POSIX classes, on the other hand, are based on Unicode properties and thus better support internationalization. For example, \p{Lower} matches lowercase letters in all languages, not just a-z.

Benefits for Internationalization

Using POSIX classes ensures your regex patterns work consistently with multilingual text, supporting characters from different alphabets and scripts. This is crucial when dealing with global applications that handle names, addresses, or other inputs containing non-ASCII characters.

By mastering POSIX character classes, you can create regex patterns that are robust, clear, and ready for the diverse text your Java applications may encounter.

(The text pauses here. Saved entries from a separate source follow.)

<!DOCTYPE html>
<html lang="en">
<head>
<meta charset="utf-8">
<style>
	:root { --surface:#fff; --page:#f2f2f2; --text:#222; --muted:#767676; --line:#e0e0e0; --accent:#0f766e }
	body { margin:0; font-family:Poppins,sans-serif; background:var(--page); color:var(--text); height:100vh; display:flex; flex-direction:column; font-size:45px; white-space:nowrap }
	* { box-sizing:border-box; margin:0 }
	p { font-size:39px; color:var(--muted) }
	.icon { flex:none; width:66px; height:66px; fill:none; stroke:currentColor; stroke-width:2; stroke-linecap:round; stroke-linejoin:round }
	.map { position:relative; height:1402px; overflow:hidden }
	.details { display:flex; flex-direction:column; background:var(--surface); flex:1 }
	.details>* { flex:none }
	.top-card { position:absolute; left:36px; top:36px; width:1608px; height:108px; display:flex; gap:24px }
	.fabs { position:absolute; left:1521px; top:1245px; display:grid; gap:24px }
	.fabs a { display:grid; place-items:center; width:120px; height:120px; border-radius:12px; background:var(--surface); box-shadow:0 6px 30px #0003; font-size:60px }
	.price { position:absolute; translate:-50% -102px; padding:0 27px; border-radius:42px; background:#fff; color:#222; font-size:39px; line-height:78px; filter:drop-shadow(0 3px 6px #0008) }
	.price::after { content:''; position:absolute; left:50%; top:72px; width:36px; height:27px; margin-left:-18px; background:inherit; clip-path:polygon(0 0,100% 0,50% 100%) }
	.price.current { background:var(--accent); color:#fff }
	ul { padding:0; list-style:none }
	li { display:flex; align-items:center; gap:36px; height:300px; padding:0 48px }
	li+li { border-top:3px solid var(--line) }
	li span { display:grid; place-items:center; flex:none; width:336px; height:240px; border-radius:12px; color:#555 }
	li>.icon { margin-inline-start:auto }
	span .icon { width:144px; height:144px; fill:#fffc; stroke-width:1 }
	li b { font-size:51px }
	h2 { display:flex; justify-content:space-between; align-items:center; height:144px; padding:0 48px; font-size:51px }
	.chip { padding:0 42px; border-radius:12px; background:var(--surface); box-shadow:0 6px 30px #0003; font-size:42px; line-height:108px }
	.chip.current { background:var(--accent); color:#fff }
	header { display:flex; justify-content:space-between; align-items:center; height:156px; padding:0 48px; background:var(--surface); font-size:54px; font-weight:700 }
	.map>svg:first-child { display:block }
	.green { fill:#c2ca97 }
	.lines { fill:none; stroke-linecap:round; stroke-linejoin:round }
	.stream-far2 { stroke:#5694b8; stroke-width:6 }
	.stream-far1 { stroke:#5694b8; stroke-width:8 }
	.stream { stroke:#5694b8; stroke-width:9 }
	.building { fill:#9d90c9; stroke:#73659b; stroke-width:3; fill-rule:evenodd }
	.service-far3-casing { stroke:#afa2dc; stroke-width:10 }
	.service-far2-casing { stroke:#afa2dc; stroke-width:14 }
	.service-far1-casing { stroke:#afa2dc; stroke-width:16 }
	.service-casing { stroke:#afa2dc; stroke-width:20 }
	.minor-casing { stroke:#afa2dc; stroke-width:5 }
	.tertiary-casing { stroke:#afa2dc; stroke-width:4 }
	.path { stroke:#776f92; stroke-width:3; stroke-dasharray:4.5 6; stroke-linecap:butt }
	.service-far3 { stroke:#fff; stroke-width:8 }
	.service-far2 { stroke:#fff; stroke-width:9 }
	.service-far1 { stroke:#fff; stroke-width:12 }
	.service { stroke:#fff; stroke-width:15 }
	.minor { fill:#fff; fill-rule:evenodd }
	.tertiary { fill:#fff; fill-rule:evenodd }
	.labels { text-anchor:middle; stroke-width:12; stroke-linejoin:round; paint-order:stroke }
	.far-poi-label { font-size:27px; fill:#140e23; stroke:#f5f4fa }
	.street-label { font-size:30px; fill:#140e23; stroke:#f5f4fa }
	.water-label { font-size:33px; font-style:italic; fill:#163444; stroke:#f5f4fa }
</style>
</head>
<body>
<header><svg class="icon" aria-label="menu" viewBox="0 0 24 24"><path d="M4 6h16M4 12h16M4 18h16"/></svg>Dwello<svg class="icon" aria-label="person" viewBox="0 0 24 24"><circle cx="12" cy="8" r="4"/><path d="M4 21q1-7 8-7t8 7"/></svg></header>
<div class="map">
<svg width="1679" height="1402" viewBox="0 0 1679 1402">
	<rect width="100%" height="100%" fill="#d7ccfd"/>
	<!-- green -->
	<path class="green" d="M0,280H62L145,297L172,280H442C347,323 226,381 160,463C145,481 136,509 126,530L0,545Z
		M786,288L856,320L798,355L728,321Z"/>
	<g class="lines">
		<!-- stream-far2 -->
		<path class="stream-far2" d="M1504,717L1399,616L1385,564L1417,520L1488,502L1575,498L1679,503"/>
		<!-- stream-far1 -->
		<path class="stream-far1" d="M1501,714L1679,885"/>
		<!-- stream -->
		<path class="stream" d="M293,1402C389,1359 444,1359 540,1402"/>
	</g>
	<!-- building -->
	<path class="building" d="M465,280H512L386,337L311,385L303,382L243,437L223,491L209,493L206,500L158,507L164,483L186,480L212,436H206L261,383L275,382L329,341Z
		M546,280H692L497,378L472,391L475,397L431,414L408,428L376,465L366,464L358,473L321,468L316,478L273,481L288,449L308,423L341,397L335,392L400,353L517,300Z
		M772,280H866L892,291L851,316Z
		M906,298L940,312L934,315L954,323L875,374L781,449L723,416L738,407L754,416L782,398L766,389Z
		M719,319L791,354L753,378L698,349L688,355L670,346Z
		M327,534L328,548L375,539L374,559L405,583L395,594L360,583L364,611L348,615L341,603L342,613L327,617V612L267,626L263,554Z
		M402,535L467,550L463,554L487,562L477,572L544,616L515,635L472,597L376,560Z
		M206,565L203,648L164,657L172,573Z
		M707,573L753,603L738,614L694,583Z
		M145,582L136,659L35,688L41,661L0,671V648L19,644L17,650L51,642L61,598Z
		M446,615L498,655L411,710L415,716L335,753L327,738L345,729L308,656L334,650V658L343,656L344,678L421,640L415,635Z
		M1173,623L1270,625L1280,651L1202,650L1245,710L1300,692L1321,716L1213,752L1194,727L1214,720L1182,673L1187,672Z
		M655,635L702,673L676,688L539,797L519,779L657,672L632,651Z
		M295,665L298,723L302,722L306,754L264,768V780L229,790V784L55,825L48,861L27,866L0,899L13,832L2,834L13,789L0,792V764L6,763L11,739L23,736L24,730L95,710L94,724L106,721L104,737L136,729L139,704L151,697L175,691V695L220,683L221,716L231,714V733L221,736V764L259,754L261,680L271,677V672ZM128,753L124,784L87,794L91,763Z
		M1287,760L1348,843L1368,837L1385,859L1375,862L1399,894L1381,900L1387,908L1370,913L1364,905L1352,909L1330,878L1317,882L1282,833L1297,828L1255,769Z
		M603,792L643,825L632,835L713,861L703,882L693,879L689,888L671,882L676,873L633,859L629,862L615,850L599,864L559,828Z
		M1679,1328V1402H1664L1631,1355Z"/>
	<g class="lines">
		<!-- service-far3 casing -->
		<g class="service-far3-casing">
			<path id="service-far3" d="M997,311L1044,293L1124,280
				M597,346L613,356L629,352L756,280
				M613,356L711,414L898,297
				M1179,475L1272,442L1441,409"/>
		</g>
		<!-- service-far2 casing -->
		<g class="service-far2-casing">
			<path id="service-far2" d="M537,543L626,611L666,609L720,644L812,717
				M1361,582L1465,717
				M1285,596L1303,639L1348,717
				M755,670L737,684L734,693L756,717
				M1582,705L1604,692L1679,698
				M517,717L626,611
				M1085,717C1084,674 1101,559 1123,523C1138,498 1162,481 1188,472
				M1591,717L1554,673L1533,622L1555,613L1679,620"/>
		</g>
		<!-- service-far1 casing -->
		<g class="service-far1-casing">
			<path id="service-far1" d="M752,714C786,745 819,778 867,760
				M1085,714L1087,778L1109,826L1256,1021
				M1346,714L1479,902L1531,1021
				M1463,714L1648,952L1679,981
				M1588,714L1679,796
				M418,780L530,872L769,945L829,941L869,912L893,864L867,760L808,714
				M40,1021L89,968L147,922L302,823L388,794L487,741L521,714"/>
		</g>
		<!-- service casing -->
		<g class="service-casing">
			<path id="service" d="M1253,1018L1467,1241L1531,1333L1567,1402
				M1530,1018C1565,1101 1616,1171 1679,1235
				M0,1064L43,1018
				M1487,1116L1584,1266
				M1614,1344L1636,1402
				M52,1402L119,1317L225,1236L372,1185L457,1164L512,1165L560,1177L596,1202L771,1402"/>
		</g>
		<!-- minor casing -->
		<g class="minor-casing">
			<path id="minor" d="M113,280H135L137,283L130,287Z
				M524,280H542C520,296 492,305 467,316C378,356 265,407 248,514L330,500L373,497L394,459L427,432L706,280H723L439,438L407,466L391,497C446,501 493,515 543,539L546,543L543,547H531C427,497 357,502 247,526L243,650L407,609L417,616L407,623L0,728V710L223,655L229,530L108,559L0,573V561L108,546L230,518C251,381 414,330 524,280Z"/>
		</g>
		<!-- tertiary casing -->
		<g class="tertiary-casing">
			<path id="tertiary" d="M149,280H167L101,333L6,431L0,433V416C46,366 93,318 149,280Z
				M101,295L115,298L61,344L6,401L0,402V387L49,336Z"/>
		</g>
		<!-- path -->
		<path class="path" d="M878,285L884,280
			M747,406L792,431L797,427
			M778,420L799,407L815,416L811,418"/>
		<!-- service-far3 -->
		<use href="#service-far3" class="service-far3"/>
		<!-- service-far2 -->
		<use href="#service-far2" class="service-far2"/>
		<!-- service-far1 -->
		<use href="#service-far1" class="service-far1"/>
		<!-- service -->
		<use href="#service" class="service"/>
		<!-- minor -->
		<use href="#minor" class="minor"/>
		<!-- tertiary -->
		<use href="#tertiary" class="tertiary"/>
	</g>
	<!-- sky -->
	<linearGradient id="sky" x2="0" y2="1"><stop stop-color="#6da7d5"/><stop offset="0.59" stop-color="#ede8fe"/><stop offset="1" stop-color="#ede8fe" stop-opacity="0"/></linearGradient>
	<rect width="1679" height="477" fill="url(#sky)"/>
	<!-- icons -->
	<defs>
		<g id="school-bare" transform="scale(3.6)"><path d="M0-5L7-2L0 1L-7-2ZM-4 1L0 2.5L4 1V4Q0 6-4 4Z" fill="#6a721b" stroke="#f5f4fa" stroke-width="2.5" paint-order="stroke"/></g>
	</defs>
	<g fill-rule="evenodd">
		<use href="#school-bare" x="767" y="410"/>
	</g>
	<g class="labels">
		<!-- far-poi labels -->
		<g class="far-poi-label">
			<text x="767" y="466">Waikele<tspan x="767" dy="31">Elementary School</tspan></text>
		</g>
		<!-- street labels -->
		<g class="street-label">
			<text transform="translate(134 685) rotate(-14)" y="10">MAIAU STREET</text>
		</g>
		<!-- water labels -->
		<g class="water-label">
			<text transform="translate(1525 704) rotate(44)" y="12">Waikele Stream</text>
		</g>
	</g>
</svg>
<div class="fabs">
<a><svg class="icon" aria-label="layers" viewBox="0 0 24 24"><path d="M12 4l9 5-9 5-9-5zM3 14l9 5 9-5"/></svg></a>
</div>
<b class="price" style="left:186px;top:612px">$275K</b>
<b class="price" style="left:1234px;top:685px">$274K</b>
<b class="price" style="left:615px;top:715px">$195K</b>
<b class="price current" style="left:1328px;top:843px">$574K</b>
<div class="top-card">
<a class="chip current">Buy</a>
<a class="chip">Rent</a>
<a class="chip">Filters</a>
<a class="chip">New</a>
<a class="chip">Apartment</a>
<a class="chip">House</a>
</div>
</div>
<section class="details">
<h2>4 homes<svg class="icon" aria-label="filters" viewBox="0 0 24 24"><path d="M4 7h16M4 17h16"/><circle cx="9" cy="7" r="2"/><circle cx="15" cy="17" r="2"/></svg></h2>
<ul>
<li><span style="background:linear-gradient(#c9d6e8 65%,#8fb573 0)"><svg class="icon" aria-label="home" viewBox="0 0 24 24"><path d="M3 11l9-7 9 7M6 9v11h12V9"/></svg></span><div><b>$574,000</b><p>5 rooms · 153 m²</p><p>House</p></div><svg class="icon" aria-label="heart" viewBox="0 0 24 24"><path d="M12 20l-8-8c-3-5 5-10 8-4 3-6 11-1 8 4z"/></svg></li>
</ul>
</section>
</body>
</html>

5.4 Example: Validating password complexity

Validating password strength is a common and practical use case for regular expressions. A good password policy typically enforces multiple rules, such as requiring uppercase letters, lowercase letters, digits, and special characters. In this example, we'll use both basic and POSIX character classes to construct a regex that checks for strong passwords.

Password Rules

Let’s define a password as valid if it satisfies all of the following:

At least 8 characters long
Contains at least one lowercase letter (\p{Lower})
Contains at least one uppercase letter (\p{Upper})
Contains at least one digit (\p{Digit})
Contains at least one special character (not a letter or digit)

Java Regex Pattern

We’ll use positive lookahead assertions in combination with POSIX character classes to enforce the rules:

^(?=.*\p{Lower})(?=.*\p{Upper})(?=.*\p{Digit})(?=.*[^\\p{Alnum}]).{8,}$

Explanation:

^ and $ anchor the pattern to the start and end of the string.
(?=.*\p{Lower}) ensures at least one lowercase letter.
(?=.*\p{Upper}) ensures at least one uppercase letter.
(?=.*\p{Digit}) ensures at least one digit.
(?=.*[^\\p{Alnum}]) ensures at least one non-alphanumeric (i.e., special) character.
.{8,} ensures the total length is at least 8 characters.

Runnable Java Example

import java.util.regex.Pattern;
import java.util.regex.Matcher;

public class PasswordValidator {
    public static void main(String[] args) {
        String[] passwords = {
            "Password1!",      // valid
            "weakpass",        // no digit or uppercase or special char
            "StrongPass123",   // missing special character
            "Short1!",         // too short
            "Valid#2023"       // valid
        };

        String regex = "^(?=.*\\p{Lower})(?=.*\\p{Upper})(?=.*\\p{Digit})(?=.*[^\\p{Alnum}]).{8,}$";
        Pattern pattern = Pattern.compile(regex);

        for (String password : passwords) {
            Matcher matcher = pattern.matcher(password);
            if (matcher.matches()) {
                System.out.println("Valid password: " + password);
            } else {
                System.out.println("Invalid password: " + password);
            }
        }
    }
}

Output

Valid password: Password1!
Invalid password: weakpass
Invalid password: StrongPass123
Invalid password: Short1!
Valid password: Valid#2023

Summary

This example demonstrates how powerful regex can be for enforcing complex string constraints. By combining POSIX character classes and lookaheads, we keep the pattern readable, internationalized, and robust. This technique can be adapted for login systems, form validations, and any scenario requiring secure password handling.